Afdeling 4.6 Grondwaterverontreiniging

Artikel 4.25 Activiteiten

Deze afdeling gaat over de volgende milieubelastende activiteiten:

  • a.

    graven in de bodem met een kwaliteit boven de interventiewaarde bodemkwaliteit als bedoeld in paragraaf 4.120 van het Besluit activiteiten leefomgeving;

  • b.

    saneren van de bodem als bedoeld in paragraaf 4.121 van het Besluit activiteiten leefomgeving.

Artikel 4.26 Oogmerken

De regels van deze afdeling zijn gesteld ter bescherming van het milieu, het duurzaam veiligstellen van de openbare drinkwatervoorziening en het beheer van watersystemen en het beheer van natuurgebieden.

Artikel 4.27 Algemene regel: overschrijding signaleringsparameters grondwater

  • 1.

    Een nader bodemonderzoek als bedoeld in artikel 5.7d van het Besluit activiteiten leefomgeving wordt ook verricht als uit een verkennend bodemonderzoek als bedoeld in artikel 5.7b van het Besluit activiteiten leefomgeving blijkt dat een signaleringsparameter als bedoeld in bijlage Vd van het Besluit kwaliteit leefomgeving wordt overschreden.

  • 2.

    Degene die een nader bodemonderzoek doet als bedoeld in het eerste lid maakt bij de beoordeling of er nadelige gevolgen (risico's) zijn voor mens, plant en/of dier en welke (mitigerende of sanerende) maatregelen daarbij horen, gebruik van de Risicotoolbox Grondwater.
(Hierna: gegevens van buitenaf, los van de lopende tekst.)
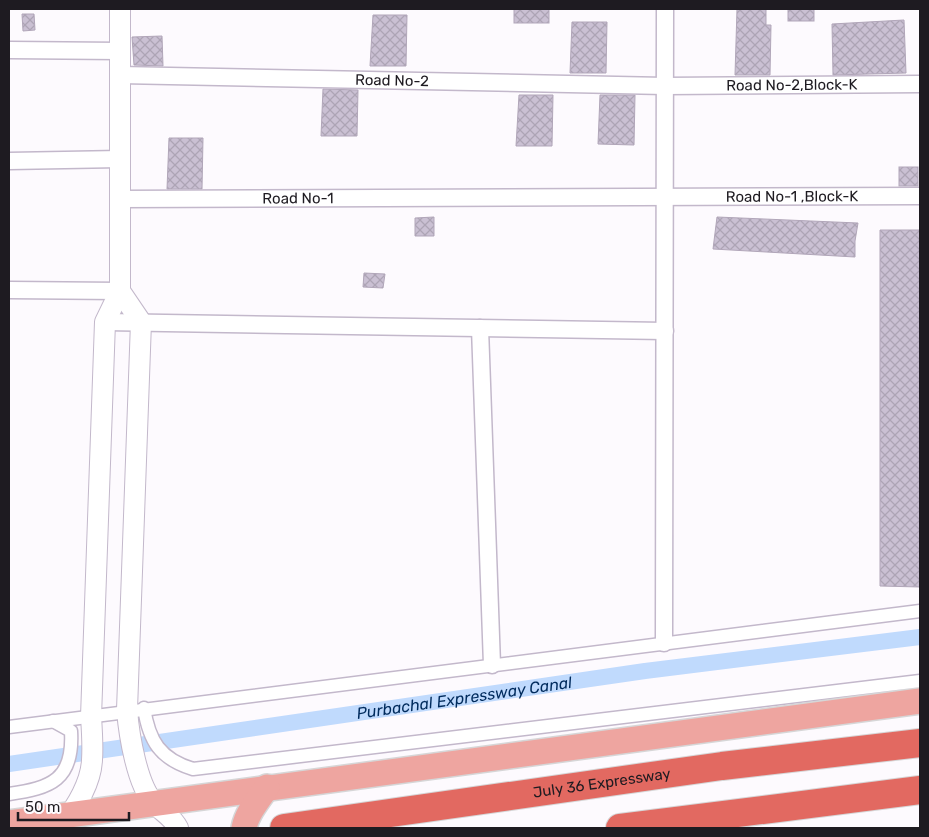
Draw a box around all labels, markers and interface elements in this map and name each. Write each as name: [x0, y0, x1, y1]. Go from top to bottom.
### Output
street label: Road No-2: [355, 71, 429, 90]
street label: Road No-2,Block-K: [726, 75, 858, 95]
street label: Road No-1 ,Block-K: [726, 187, 858, 206]
street label: Road No-1: [262, 189, 334, 207]
water label: Purbachal Expressway Canal: [355, 672, 574, 723]
street label: July 36 Expressway: [532, 764, 672, 802]
scale bar: [18, 790, 129, 822]
text: 50 m: [25, 798, 60, 816]

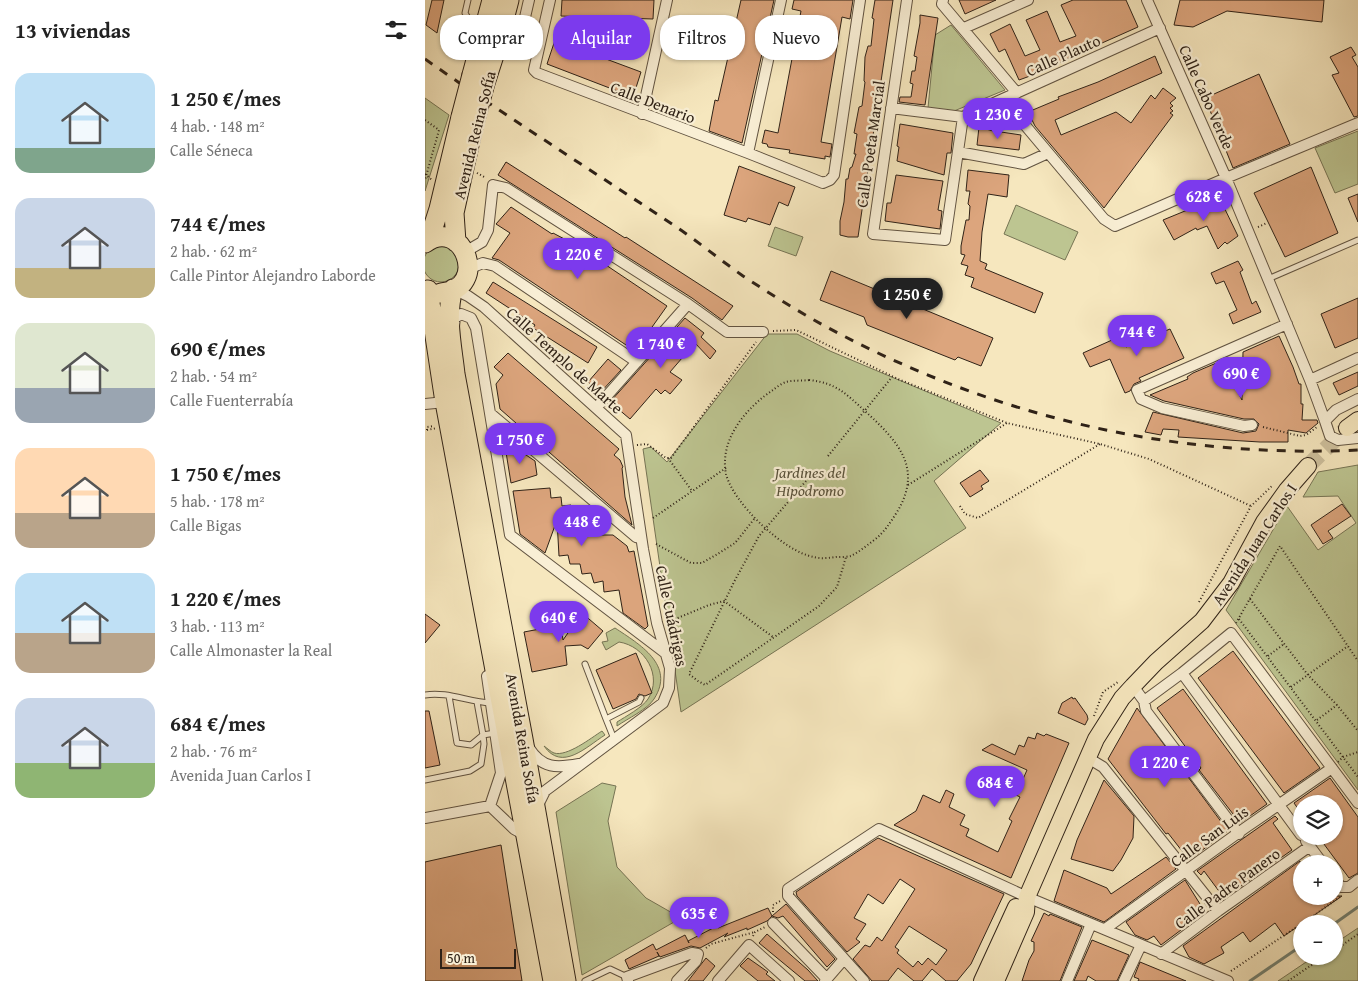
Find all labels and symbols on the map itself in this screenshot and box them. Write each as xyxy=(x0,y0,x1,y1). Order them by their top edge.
street label: Calle Plauto xyxy=(1022,28,1104,82)
street label: Calle Cabo Verde xyxy=(1173,41,1241,153)
street label: Avenida Reina Sofía xyxy=(446,68,502,202)
street label: Calle Denario xyxy=(607,75,699,129)
street label: Calle Poeta Marcial xyxy=(849,78,891,209)
pin: 1 230 € xyxy=(952,98,1044,140)
pin: 628 € xyxy=(1169,180,1239,222)
pin: 1 220 € xyxy=(532,238,624,280)
pin: 1 250 € xyxy=(861,278,953,320)
street label: Calle Templo de Marte xyxy=(501,301,629,419)
pin: 744 € xyxy=(1102,314,1172,357)
pin: 1 740 € xyxy=(615,326,707,369)
pin: 690 € xyxy=(1206,356,1276,399)
pin: 1 750 € xyxy=(474,422,566,465)
park label: Jardines del Hipodromo xyxy=(771,460,846,502)
street label: Avenida Juan Carlos I xyxy=(1205,478,1303,610)
pin: 448 € xyxy=(547,504,617,547)
street label: Calle Cuádrigas xyxy=(650,563,694,669)
pin: 640 € xyxy=(524,600,594,643)
street label: Avenida Reina Sofía xyxy=(500,671,546,805)
pin: 1 220 € xyxy=(1119,746,1211,788)
pin: 684 € xyxy=(960,766,1030,808)
street label: Calle San Luis xyxy=(1165,799,1253,873)
street label: Calle Padre Panero xyxy=(1169,841,1285,935)
pin: 635 € xyxy=(664,896,734,939)
scale bar xyxy=(440,946,516,969)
Afdeling 4.7 Activiteiten in grondwaterbeschermingsgebieden

Artikel 4.28 Stoffen

Voor de toepassing van deze afdeling worden in ieder geval de volgende stoffen als schadelijk beschouwd:

  • a.

    bodembedreigende stoffen en mengsels niet zijnde mest;

  • b.

    carcinogene stoffen en mengsels, categorie I en II, als bedoeld in 3.6.2.1 en 3.6.3.1.1, deel 3, bijlage I, van de Verordening (EG) nr. 1272/2008;

  • c.

    mutagene stoffen en mengsels, categorie I en II, als bedoeld in 3.5.2.2 en 3.5.3.1.1 van deel 3, van bijlage I, van de Verordening (EG) nr. 1272/2008;

  • d.

    reprotoxische stoffen en mengsels, categorie I en II, als bedoeld in 3.7.2.1.1 en 3.7.3.1.2 van deel 3, van bijlage I, van de Verordening (EG) nr. 1272/2008;

  • e.

    hormoonverstorende stoffen en mengsels: stoffen en mengsels met die eigenschappen voor zover aangewezen in Verordening (EG) nr. 1272/2008 dan wel Verordening (EG) nr. 1907/2006;

  • f.

    gewasbeschermingsmiddelen, biociden, cosmetische producten, geneesmiddelen en diergeneesmiddelen met een eigenschap als bedoeld onder b tot en met e; en

  • g.

    andere producten, voorwerpen en materialen waarvan bekend is of redelijkerwijs bekend moet zijn, dat deze een in onder b tot en met e, aangewezen stof of mengsel bevat.

Artikel 4.29 Activiteiten

Deze afdeling gaat over milieubelastende activiteiten in grondwaterbeschermingsgebieden en de daarin zich bevindende ondergrond.

Artikel 4.30 Oogmerken

De regels in deze afdeling zijn gesteld met het oog op het beschermen van het milieu, voor zover het gaat om het beschermen van de kwaliteit van het grondwater in grondwaterbeschermingsgebieden, in verband met de winning daarvan voor de bereiding van voor menselijke consumptie bestemd water.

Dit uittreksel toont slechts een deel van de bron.